Tant de coeur à l'ouvrage

        tant de voix contenues

        tant de souvenirs exfiltrés

        qui n'avaient plus servi

Des scènes de liesse

Des sons sensibles

        qui font battre le coeur

        pourtant à l'agonie

Tant de correspondances

Tant de coïncidences

Tant de révélations

        a posteriori

Les larmes montent aux yeux

        Quand le printemps frémit

Le passé conjugué à tous les temps présents

Quand mon regard se brouille

        mes oreilles aux aguets

        la bouche grande ouverte

Les écrits crient

        La parole reste

samedi 18 janvier 2025

5 /V1 Dans le secret des images 5/


      


Le texte s'ouvre sur des secrets, sur un portrait métaphore. La métaphore de la connaissance et de la reconnaissance. Entendre pour la première fois et ne pas en croire ses oreilles. Et moi la re-découvrir et ne pas en croire en mes yeux.

Harold Whittles ouvre les siens, presque effrayé, devant ce miracle en même temps qu'il nous est révélé, car le photographe a anticipé l'image ; il a appuyé sur le déclencheur de lumière au moment précis où l'enfant de 5 ans sourd de naissance, entend pour la première fois.

Harold c'est moi lisant Le Coeur ne cède pas, suivant l'auteur dans les méandres de son enquête à la recherche du journal d'agonie de Marcelle Pichon, moi qui n'en crois pas mes yeux de ces phrases qui m'enchaînent et font écho à mon histoire, pas mon histoire de sourde, pas mon histoire de femme qui se laisse mourir de faim, mon histoire nourrie d'une faim insatiable, de coïncidences, de synchronismes.
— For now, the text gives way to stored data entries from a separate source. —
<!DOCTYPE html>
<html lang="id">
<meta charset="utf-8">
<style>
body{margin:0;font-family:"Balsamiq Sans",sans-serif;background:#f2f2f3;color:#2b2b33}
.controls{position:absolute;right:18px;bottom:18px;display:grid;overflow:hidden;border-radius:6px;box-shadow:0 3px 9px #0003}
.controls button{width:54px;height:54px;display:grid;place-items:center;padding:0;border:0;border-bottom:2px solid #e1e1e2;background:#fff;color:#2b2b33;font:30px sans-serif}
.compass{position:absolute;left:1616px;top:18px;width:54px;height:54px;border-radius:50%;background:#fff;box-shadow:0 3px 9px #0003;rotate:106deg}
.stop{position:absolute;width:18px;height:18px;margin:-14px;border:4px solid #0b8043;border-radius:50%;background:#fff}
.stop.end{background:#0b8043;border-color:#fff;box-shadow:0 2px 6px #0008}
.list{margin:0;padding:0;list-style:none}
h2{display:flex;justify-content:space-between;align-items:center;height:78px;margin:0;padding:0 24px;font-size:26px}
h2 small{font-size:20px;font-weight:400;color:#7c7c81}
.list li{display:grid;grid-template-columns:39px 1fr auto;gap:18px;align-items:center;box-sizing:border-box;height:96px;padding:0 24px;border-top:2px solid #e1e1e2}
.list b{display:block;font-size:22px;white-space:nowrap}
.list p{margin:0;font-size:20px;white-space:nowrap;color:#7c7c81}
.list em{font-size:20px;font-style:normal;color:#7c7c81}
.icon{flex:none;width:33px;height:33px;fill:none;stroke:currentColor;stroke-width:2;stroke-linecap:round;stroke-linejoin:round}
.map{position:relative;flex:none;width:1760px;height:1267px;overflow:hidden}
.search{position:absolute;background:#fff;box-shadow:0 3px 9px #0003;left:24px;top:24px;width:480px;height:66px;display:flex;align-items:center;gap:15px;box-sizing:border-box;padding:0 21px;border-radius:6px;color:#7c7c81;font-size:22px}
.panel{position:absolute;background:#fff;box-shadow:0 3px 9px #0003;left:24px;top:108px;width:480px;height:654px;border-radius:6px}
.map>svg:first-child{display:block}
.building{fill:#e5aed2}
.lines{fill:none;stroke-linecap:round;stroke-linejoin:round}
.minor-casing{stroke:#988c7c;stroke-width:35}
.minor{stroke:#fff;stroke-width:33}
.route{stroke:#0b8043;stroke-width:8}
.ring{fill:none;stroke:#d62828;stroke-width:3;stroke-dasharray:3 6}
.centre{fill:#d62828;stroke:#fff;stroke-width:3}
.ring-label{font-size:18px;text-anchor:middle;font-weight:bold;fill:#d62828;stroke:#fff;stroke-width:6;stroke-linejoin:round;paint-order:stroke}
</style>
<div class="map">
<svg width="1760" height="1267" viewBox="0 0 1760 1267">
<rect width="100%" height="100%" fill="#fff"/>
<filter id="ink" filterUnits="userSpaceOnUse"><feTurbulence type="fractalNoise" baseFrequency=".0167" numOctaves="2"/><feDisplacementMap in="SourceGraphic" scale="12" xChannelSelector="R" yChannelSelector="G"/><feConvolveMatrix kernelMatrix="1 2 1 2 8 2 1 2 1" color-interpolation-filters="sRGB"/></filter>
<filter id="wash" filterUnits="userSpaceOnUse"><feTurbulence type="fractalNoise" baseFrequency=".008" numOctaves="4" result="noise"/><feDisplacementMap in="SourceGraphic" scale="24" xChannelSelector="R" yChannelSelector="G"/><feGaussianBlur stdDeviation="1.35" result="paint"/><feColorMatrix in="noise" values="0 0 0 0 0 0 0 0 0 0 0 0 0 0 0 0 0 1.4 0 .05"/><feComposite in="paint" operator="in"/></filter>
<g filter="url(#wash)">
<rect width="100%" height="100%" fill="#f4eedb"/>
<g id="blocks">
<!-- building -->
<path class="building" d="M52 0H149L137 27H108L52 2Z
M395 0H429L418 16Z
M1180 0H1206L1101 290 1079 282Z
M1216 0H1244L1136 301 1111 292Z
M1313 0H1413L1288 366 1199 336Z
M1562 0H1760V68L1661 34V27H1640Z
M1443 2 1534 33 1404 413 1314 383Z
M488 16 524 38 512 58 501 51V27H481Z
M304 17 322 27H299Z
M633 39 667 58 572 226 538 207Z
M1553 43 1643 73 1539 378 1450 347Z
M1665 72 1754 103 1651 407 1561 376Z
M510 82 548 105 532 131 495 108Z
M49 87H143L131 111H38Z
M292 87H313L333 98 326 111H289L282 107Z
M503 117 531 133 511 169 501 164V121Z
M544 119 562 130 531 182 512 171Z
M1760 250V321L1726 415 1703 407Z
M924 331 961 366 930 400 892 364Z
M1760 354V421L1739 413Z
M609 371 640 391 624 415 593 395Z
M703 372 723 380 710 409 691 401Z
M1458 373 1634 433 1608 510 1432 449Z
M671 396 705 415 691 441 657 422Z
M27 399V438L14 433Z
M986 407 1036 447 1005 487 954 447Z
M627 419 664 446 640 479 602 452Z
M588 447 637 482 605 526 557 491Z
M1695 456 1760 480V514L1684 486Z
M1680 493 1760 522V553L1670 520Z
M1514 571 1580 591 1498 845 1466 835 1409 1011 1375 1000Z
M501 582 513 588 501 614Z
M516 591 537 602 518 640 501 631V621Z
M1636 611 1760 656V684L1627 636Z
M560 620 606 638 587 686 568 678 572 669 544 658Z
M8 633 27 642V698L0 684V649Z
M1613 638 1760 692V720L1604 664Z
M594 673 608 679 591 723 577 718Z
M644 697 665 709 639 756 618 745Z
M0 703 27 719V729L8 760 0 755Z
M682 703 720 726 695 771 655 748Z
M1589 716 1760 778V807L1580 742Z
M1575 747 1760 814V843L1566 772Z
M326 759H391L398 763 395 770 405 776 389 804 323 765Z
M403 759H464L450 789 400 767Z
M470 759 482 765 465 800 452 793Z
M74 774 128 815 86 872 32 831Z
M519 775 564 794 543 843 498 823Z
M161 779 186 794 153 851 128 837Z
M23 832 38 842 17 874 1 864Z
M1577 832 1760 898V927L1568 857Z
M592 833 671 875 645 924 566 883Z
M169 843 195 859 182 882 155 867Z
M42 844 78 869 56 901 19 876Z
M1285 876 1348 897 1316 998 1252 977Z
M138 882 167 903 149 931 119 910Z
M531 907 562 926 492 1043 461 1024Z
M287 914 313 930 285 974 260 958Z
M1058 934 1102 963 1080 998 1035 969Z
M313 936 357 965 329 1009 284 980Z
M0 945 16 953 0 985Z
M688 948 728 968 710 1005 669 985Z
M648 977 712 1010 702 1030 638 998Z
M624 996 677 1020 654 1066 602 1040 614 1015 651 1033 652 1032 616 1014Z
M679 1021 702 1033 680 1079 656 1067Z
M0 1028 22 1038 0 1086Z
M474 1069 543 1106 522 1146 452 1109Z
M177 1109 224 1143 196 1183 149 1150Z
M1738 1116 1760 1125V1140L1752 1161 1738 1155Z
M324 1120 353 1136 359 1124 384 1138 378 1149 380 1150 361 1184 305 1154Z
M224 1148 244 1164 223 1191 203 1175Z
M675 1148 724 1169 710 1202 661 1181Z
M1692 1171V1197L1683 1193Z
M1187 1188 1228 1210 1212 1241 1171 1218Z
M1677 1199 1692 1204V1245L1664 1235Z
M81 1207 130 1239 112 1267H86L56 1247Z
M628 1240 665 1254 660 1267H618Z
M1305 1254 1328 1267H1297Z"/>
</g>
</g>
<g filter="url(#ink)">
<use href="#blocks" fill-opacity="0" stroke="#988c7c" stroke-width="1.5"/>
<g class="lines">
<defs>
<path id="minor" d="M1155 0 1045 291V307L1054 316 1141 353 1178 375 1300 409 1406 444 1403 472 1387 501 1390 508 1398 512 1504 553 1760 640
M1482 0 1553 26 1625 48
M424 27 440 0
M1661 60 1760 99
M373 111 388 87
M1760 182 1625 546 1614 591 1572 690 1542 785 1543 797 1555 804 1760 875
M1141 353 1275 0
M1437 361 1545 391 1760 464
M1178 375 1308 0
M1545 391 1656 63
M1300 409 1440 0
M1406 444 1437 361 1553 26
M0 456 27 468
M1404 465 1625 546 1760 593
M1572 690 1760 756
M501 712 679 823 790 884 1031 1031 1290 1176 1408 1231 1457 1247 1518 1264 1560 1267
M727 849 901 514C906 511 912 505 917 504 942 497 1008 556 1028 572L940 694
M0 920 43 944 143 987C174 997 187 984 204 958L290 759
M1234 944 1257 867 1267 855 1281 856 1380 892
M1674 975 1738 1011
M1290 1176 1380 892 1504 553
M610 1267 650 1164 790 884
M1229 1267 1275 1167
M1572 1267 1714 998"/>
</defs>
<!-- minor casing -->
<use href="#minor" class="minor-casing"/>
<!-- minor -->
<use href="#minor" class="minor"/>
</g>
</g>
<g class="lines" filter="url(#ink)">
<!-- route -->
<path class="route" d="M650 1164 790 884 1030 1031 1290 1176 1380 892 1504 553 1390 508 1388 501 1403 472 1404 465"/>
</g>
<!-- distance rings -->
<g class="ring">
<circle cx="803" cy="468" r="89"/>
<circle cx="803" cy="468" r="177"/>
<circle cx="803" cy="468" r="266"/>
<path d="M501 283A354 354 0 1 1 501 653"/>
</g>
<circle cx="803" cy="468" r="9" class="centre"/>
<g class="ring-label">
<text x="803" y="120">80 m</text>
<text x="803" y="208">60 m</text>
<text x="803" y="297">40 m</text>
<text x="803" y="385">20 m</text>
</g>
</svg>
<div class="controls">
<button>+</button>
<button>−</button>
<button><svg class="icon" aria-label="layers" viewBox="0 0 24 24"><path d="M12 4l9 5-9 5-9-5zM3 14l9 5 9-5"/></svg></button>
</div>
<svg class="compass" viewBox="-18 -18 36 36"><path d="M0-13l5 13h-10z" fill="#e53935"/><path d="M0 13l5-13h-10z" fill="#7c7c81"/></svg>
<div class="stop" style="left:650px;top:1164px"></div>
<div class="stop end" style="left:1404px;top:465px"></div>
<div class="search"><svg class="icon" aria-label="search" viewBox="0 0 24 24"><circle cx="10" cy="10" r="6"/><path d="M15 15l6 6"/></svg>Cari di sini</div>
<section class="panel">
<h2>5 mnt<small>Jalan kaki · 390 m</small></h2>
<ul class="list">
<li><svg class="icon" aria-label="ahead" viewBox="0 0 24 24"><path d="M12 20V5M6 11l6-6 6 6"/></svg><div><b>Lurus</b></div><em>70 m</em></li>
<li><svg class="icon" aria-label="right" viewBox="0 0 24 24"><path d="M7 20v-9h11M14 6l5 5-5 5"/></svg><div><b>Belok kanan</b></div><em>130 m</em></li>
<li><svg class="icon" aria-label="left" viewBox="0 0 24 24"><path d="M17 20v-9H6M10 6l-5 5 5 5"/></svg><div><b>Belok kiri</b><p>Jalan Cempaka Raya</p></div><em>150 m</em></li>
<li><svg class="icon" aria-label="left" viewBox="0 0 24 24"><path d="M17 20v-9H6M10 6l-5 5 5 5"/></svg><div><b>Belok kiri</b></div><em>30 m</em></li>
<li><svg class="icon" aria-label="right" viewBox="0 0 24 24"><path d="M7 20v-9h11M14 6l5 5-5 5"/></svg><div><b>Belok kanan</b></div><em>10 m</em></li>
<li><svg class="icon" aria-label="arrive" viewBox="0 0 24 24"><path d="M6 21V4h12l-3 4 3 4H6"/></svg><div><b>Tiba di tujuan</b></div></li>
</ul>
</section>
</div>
Cette photo comme un signe de celui qui me l'avait montrée pour la première fois et l'avait mise en vitrine, celui dont j'ai accompagné l'agonie. Celui dont la Grand-mère, celui...

Scène de liesse. Cette photo retrouvée par hasard 40 ans plus tard sur le mur de crime du site web qui prolonge le livre et ne correspond à rien dans l'histoire. Alors j'écris à l'auteur pour lui demander ce qu'elle fait là, et nous correspondons un temps. Il m'explique que c'est vrai elle ne correspond à rien si ce n'est à l'enfance, si ce n'est qu'elle est sur son bureau depuis  20 ans. Nous correspondons jusqu'au jour où je ne corresponds plus. Quelque part, le coeur a cédé, quelque part du côté d'une poésie non partagée. Un malentendu, un mauvais appareillage.

Alors je mets dans mon sac une photo de mon enfant qui vient de naître et dort contre moi, et je retrouve celle-ci où grande jeune ado avec des bagues sur les dents, elle tient ce gros coeur blanc entre ses mains. "Mon P'tit Coeur" je l'appelle. Celui-ci non plus ne cède pas.